Action item:
Reproduce the records below exactly as they are written.

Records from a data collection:
◆ ◆ ◆ ◆
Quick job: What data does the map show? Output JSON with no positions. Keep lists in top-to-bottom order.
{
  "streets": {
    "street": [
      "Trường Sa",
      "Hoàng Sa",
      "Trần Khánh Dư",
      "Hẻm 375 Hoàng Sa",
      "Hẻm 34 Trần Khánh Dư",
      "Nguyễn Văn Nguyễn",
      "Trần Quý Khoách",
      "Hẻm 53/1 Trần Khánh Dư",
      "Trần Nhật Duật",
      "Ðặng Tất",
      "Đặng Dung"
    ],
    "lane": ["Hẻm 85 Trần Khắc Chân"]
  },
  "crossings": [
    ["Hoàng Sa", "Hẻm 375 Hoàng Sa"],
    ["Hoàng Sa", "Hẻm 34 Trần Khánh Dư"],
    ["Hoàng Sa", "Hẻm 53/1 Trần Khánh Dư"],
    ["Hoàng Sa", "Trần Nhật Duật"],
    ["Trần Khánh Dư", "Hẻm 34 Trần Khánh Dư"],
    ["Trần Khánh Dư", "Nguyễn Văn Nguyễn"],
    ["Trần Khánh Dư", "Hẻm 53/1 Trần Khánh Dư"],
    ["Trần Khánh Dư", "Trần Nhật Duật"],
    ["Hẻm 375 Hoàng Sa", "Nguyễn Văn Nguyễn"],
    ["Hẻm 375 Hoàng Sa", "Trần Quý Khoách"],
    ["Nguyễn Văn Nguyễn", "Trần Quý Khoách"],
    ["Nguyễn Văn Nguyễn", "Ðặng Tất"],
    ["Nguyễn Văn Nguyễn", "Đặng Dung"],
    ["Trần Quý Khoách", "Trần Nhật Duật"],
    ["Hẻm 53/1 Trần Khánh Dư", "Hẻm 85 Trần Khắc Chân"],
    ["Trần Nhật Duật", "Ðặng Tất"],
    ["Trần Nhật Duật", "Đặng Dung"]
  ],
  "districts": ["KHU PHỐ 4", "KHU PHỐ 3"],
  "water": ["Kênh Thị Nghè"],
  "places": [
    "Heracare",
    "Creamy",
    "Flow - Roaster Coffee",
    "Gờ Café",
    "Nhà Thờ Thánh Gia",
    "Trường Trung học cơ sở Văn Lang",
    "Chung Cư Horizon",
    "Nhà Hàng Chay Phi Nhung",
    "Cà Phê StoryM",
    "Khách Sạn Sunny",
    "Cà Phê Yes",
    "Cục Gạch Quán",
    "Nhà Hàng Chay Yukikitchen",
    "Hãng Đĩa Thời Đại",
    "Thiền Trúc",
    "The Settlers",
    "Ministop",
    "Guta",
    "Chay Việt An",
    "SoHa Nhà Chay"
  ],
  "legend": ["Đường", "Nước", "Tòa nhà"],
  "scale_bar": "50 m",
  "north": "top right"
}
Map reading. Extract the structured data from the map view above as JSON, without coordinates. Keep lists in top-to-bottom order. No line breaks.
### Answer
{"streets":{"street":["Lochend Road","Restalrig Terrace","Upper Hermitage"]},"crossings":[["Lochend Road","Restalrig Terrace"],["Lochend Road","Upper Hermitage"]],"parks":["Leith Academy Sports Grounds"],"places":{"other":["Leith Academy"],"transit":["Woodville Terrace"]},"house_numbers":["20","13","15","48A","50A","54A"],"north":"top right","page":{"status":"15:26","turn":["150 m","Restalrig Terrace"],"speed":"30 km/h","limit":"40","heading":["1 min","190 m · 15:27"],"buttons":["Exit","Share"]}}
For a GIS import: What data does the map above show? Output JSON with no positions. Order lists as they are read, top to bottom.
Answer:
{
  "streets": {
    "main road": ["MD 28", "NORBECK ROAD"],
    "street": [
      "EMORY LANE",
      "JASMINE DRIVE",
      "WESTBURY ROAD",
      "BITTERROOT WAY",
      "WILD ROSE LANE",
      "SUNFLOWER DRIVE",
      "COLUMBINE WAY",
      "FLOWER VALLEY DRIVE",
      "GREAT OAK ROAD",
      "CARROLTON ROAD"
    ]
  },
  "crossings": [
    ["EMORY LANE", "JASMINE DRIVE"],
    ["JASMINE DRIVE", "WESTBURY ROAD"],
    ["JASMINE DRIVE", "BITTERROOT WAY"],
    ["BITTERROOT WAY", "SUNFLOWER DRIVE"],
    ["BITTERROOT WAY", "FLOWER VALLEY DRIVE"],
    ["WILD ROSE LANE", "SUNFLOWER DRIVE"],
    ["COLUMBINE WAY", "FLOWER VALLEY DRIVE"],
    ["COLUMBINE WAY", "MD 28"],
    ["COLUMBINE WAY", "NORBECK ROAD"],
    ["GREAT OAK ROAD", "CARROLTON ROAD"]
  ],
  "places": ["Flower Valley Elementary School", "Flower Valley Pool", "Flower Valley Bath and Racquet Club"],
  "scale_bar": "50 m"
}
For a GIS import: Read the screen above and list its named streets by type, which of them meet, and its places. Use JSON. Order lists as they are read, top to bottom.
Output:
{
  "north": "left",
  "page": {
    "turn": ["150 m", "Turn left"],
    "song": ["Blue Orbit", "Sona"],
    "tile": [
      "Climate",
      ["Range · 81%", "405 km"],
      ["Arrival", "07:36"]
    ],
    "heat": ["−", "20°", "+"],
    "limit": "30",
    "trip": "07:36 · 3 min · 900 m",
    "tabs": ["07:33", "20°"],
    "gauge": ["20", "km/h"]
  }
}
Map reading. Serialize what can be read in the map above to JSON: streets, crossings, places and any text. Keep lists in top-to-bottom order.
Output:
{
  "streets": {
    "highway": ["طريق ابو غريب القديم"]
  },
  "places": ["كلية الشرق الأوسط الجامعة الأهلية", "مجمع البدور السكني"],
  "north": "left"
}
◆ ◆ ◆ ◆
Exercise response:
Quick job: What data does the map show? Output JSON with no positions. Keep lists in top-to-bottom order.
{
  "streets": {
    "street": [
      "Trường Sa",
      "Hoàng Sa",
      "Trần Khánh Dư",
      "Hẻm 375 Hoàng Sa",
      "Hẻm 34 Trần Khánh Dư",
      "Nguyễn Văn Nguyễn",
      "Trần Quý Khoách",
      "Hẻm 53/1 Trần Khánh Dư",
      "Trần Nhật Duật",
      "Ðặng Tất",
      "Đặng Dung"
    ],
    "lane": ["Hẻm 85 Trần Khắc Chân"]
  },
  "crossings": [
    ["Hoàng Sa", "Hẻm 375 Hoàng Sa"],
    ["Hoàng Sa", "Hẻm 34 Trần Khánh Dư"],
    ["Hoàng Sa", "Hẻm 53/1 Trần Khánh Dư"],
    ["Hoàng Sa", "Trần Nhật Duật"],
    ["Trần Khánh Dư", "Hẻm 34 Trần Khánh Dư"],
    ["Trần Khánh Dư", "Nguyễn Văn Nguyễn"],
    ["Trần Khánh Dư", "Hẻm 53/1 Trần Khánh Dư"],
    ["Trần Khánh Dư", "Trần Nhật Duật"],
    ["Hẻm 375 Hoàng Sa", "Nguyễn Văn Nguyễn"],
    ["Hẻm 375 Hoàng Sa", "Trần Quý Khoách"],
    ["Nguyễn Văn Nguyễn", "Trần Quý Khoách"],
    ["Nguyễn Văn Nguyễn", "Ðặng Tất"],
    ["Nguyễn Văn Nguyễn", "Đặng Dung"],
    ["Trần Quý Khoách", "Trần Nhật Duật"],
    ["Hẻm 53/1 Trần Khánh Dư", "Hẻm 85 Trần Khắc Chân"],
    ["Trần Nhật Duật", "Ðặng Tất"],
    ["Trần Nhật Duật", "Đặng Dung"]
  ],
  "districts": ["KHU PHỐ 4", "KHU PHỐ 3"],
  "water": ["Kênh Thị Nghè"],
  "places": [
    "Heracare",
    "Creamy",
    "Flow - Roaster Coffee",
    "Gờ Café",
    "Nhà Thờ Thánh Gia",
    "Trường Trung học cơ sở Văn Lang",
    "Chung Cư Horizon",
    "Nhà Hàng Chay Phi Nhung",
    "Cà Phê StoryM",
    "Khách Sạn Sunny",
    "Cà Phê Yes",
    "Cục Gạch Quán",
    "Nhà Hàng Chay Yukikitchen",
    "Hãng Đĩa Thời Đại",
    "Thiền Trúc",
    "The Settlers",
    "Ministop",
    "Guta",
    "Chay Việt An",
    "SoHa Nhà Chay"
  ],
  "legend": ["Đường", "Nước", "Tòa nhà"],
  "scale_bar": "50 m",
  "north": "top right"
}
Map reading. Extract the structured data from the map view above as JSON, without coordinates. Keep lists in top-to-bottom order. No line breaks.
### Answer
{"streets":{"street":["Lochend Road","Restalrig Terrace","Upper Hermitage"]},"crossings":[["Lochend Road","Restalrig Terrace"],["Lochend Road","Upper Hermitage"]],"parks":["Leith Academy Sports Grounds"],"places":{"other":["Leith Academy"],"transit":["Woodville Terrace"]},"house_numbers":["20","13","15","48A","50A","54A"],"north":"top right","page":{"status":"15:26","turn":["150 m","Restalrig Terrace"],"speed":"30 km/h","limit":"40","heading":["1 min","190 m · 15:27"],"buttons":["Exit","Share"]}}
For a GIS import: What data does the map above show? Output JSON with no positions. Order lists as they are read, top to bottom.
Answer:
{
  "streets": {
    "main road": ["MD 28", "NORBECK ROAD"],
    "street": [
      "EMORY LANE",
      "JASMINE DRIVE",
      "WESTBURY ROAD",
      "BITTERROOT WAY",
      "WILD ROSE LANE",
      "SUNFLOWER DRIVE",
      "COLUMBINE WAY",
      "FLOWER VALLEY DRIVE",
      "GREAT OAK ROAD",
      "CARROLTON ROAD"
    ]
  },
  "crossings": [
    ["EMORY LANE", "JASMINE DRIVE"],
    ["JASMINE DRIVE", "WESTBURY ROAD"],
    ["JASMINE DRIVE", "BITTERROOT WAY"],
    ["BITTERROOT WAY", "SUNFLOWER DRIVE"],
    ["BITTERROOT WAY", "FLOWER VALLEY DRIVE"],
    ["WILD ROSE LANE", "SUNFLOWER DRIVE"],
    ["COLUMBINE WAY", "FLOWER VALLEY DRIVE"],
    ["COLUMBINE WAY", "MD 28"],
    ["COLUMBINE WAY", "NORBECK ROAD"],
    ["GREAT OAK ROAD", "CARROLTON ROAD"]
  ],
  "places": ["Flower Valley Elementary School", "Flower Valley Pool", "Flower Valley Bath and Racquet Club"],
  "scale_bar": "50 m"
}
For a GIS import: Read the screen above and list its named streets by type, which of them meet, and its places. Use JSON. Order lists as they are read, top to bottom.
Output:
{
  "north": "left",
  "page": {
    "turn": ["150 m", "Turn left"],
    "song": ["Blue Orbit", "Sona"],
    "tile": [
      "Climate",
      ["Range · 81%", "405 km"],
      ["Arrival", "07:36"]
    ],
    "heat": ["−", "20°", "+"],
    "limit": "30",
    "trip": "07:36 · 3 min · 900 m",
    "tabs": ["07:33", "20°"],
    "gauge": ["20", "km/h"]
  }
}
Map reading. Serialize what can be read in the map above to JSON: streets, crossings, places and any text. Keep lists in top-to-bottom order.
Output:
{
  "streets": {
    "highway": ["طريق ابو غريب القديم"]
  },
  "places": ["كلية الشرق الأوسط الجامعة الأهلية", "مجمع البدور السكني"],
  "north": "left"
}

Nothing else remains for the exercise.